Neste caso, há uma dose maior de cinismo, pois o médico deixou que o quadro do paciente chegasse a um estado crítico com sua omissão e negligência.

"Estamos criando empregos formais, e bastante, mês a mês, mas tem aumentado o desemprego por causa dessa metodologia do IBGE, que atendia ao governo da época. Esse tipo de metodologia, no meu entender é o tipo errado. Vou sofrer críticas do IBGE, mas eles podem mudar a metodologia", afirmou, em entrevista à CNN, nesta quinta (8).

Para Bolsonaro, a metodologia do IBGE, que segue padrões internacionais, é errada porque não favorece o seu discurso. E, portanto, precisa ser mudada. Tal como acusou o Instituto Nacional de Pesquisas Espaciais (INPE) de mentir sobre o desmatamento na Amazônia porque as imagens de satélite não corroboravam as mentiras que ele contava.

Governos autoritários, quando colocados contra a parede, reduzem a transparência de informações às quais a sociedade tem acesso a fim de adaptar a realidade à sua narrativa. Como a realidade não entrega a redução do desemprego no ritmo que Bolsonaro espera, ele demonstra a vontade de torturar os números até que gritem o que ele precisa ouvir.

O presidente reclama que é impossível o Cadastro Geral de Empregados e Desempregados (Caged) do Ministério da Economia estar publicizando saldos positivos de contratações e o desemprego estar crescendo. Sua reclamação não procede.

A taxa de desocupação depende de uma série de variáveis. Por exemplo, a quantidade de pessoas que já estavam procurando emprego sem sucesso.

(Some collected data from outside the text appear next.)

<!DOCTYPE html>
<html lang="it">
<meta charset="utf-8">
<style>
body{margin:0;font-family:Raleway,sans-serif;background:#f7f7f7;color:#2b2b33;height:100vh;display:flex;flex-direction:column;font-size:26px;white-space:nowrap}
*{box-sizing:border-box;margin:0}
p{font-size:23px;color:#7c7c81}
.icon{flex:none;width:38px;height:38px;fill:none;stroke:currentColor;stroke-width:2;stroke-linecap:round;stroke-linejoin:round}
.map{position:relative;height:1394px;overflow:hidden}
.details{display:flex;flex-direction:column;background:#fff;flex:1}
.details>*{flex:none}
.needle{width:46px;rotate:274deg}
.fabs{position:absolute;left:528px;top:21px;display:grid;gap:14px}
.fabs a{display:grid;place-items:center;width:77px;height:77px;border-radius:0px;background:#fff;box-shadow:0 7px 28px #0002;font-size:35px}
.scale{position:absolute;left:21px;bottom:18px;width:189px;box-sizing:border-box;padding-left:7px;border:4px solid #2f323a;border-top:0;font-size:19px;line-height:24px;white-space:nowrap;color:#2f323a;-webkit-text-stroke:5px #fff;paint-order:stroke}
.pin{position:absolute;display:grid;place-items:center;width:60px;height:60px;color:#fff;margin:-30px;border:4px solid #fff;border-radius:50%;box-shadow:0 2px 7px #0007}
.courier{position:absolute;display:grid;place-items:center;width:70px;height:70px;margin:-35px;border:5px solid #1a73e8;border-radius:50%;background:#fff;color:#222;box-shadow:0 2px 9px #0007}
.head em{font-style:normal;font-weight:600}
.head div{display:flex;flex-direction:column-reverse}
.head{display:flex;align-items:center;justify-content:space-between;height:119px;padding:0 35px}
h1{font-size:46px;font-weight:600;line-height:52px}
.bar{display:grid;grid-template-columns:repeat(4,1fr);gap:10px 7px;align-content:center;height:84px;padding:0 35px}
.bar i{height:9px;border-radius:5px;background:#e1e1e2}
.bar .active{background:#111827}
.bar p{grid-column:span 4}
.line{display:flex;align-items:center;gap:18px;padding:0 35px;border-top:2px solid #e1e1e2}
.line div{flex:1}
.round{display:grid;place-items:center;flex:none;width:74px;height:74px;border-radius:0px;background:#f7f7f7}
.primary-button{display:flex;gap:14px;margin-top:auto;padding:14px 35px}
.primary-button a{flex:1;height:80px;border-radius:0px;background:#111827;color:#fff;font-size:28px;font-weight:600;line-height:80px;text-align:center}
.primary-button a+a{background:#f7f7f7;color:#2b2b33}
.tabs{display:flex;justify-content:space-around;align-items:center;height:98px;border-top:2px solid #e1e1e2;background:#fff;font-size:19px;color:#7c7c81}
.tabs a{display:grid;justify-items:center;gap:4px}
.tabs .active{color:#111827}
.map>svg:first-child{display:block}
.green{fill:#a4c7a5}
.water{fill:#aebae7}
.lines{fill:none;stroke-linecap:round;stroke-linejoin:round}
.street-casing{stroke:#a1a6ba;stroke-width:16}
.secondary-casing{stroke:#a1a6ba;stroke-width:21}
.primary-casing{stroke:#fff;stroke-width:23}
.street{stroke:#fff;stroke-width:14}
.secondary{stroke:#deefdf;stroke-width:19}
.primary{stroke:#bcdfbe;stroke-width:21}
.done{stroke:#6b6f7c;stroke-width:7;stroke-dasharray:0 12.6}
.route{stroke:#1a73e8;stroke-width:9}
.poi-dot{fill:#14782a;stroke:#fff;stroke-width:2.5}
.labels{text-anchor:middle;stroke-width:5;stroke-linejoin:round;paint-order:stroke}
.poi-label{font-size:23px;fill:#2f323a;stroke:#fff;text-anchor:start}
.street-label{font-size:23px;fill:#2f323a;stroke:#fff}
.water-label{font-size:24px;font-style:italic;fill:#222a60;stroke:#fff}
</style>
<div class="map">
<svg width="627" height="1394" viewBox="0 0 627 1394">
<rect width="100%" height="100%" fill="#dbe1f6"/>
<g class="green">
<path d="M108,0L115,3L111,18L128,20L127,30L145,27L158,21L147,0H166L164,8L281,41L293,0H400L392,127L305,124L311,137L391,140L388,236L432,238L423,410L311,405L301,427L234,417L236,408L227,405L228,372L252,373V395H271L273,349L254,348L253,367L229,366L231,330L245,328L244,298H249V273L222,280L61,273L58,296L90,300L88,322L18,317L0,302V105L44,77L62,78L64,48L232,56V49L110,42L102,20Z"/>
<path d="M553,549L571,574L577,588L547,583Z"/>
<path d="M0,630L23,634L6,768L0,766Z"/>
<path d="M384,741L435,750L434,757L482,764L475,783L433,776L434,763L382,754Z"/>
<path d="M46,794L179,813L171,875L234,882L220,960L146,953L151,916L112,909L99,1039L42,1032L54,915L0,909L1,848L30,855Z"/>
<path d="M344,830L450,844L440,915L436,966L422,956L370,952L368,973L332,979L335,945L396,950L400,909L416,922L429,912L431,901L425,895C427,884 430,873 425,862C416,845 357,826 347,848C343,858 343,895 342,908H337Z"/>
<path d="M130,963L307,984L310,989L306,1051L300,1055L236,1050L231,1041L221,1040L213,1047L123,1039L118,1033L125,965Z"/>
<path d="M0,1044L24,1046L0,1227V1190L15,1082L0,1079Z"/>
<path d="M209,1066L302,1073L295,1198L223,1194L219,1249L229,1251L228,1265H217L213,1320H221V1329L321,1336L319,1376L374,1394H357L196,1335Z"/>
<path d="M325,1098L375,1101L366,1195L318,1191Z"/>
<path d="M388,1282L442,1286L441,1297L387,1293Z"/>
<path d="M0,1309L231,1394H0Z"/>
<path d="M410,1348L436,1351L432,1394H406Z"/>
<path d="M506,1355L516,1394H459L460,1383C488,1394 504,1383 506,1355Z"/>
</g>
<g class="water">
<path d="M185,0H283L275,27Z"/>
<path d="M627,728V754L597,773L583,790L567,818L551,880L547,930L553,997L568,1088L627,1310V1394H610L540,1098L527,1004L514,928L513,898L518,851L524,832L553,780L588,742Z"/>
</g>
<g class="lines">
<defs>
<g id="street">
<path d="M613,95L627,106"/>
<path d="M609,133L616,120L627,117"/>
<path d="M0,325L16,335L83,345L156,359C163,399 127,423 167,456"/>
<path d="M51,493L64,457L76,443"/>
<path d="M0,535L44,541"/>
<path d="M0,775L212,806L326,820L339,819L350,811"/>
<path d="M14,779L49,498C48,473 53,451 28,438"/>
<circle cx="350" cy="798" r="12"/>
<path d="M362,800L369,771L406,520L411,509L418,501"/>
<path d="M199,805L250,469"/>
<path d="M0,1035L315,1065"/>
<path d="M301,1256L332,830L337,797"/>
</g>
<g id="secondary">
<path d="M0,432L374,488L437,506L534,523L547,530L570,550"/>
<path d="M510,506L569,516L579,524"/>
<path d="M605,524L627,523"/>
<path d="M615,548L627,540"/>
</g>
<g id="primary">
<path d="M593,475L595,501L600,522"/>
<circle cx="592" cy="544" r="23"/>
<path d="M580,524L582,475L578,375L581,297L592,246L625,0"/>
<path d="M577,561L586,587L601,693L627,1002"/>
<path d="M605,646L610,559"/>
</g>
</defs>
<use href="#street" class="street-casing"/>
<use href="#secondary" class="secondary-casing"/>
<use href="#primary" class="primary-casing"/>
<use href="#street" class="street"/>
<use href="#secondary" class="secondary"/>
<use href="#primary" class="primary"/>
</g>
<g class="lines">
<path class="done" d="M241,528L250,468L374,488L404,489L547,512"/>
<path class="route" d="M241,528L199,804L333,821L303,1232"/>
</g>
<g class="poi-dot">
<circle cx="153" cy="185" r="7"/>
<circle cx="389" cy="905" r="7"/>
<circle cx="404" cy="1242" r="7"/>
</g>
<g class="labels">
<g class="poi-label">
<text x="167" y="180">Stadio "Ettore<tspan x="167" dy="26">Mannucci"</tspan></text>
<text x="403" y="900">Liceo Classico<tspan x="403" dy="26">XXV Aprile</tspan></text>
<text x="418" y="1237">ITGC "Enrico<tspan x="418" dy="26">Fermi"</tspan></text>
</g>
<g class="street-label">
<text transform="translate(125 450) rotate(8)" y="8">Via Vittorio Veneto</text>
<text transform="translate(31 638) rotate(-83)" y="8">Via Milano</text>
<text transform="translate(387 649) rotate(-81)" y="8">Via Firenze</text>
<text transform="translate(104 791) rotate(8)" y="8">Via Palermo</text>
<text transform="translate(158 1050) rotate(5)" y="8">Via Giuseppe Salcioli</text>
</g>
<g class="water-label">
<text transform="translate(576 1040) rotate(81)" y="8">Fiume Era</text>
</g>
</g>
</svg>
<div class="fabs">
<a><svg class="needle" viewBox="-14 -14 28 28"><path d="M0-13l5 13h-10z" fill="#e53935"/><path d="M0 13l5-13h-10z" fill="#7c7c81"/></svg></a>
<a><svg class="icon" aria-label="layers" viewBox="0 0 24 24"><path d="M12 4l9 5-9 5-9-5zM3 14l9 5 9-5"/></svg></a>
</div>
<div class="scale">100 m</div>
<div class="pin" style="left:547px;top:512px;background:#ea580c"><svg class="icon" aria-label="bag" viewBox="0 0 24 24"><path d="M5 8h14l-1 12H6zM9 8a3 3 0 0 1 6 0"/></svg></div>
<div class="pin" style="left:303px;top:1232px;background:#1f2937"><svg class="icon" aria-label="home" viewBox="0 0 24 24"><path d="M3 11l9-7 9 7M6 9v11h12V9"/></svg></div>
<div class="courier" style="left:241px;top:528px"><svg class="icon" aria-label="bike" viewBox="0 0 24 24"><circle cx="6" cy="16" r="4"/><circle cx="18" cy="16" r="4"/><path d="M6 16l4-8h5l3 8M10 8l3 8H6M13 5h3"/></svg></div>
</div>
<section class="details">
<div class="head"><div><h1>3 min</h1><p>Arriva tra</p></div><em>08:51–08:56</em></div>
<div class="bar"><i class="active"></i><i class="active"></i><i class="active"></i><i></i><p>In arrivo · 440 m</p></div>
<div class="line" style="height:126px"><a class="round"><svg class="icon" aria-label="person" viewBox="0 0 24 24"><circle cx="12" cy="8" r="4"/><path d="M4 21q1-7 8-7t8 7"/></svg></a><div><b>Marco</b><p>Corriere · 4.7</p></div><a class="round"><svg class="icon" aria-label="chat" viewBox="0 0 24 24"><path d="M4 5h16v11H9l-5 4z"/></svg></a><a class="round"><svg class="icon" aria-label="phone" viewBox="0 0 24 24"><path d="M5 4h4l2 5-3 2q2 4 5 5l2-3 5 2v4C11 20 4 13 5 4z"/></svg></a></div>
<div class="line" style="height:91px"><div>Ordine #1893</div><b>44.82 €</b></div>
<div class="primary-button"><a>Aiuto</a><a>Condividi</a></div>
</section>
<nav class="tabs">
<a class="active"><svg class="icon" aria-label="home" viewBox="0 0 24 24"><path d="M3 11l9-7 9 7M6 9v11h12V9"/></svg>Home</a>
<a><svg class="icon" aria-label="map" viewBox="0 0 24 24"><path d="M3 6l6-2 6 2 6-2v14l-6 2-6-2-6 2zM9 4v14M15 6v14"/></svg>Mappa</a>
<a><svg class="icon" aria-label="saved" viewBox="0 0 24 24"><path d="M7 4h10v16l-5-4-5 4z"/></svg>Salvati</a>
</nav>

Mas também o montante que estava fora da força de trabalho e volta a procurar emprego ou inicia agora a busca pelo primeiro emprego.

Quem não está procurando emprego não é considerado desempregado pela metodologia da Pesquisa Nacional por Amostra de Domicílio (PNAD) Contínua, do IBGE, que segue padrão internacional. Desempregado é quem está tentando encontrar emprego e não consegue. Ou seja, 14,3 milhões de pessoas. Quando a economia dá sinais de melhora, as pessoas voltam a procurar serviço. E, portanto, retornam à fila do desemprego se não encontram.

Bolsonaro defende que como trabalhadores ambulantes não têm mais como vender produtos por conta da pandemia, passaram a procurar emprego, inflando os números. Ele não apresenta dados para corroborar a sua tese, claro. E ignora que a questão é bem maior e mais complexa que isso.

Não cita, contudo, que ele seria o culpado pelo naco de trabalhadores informais que estão indo à rua se expor ao coronavírus graças à sua demora para retomar o pagamento do auxílio emergencial e ao valor miserável pago nesta etapa - de R$ 150 a R$ 375 por domicílio.

Sem contar que um benefício ridicularmente baixo não será capaz de ajudar a economia, como aconteceu na primeira onda da pandemia, após o Congresso ter pressionado para o governo aumentar de valor.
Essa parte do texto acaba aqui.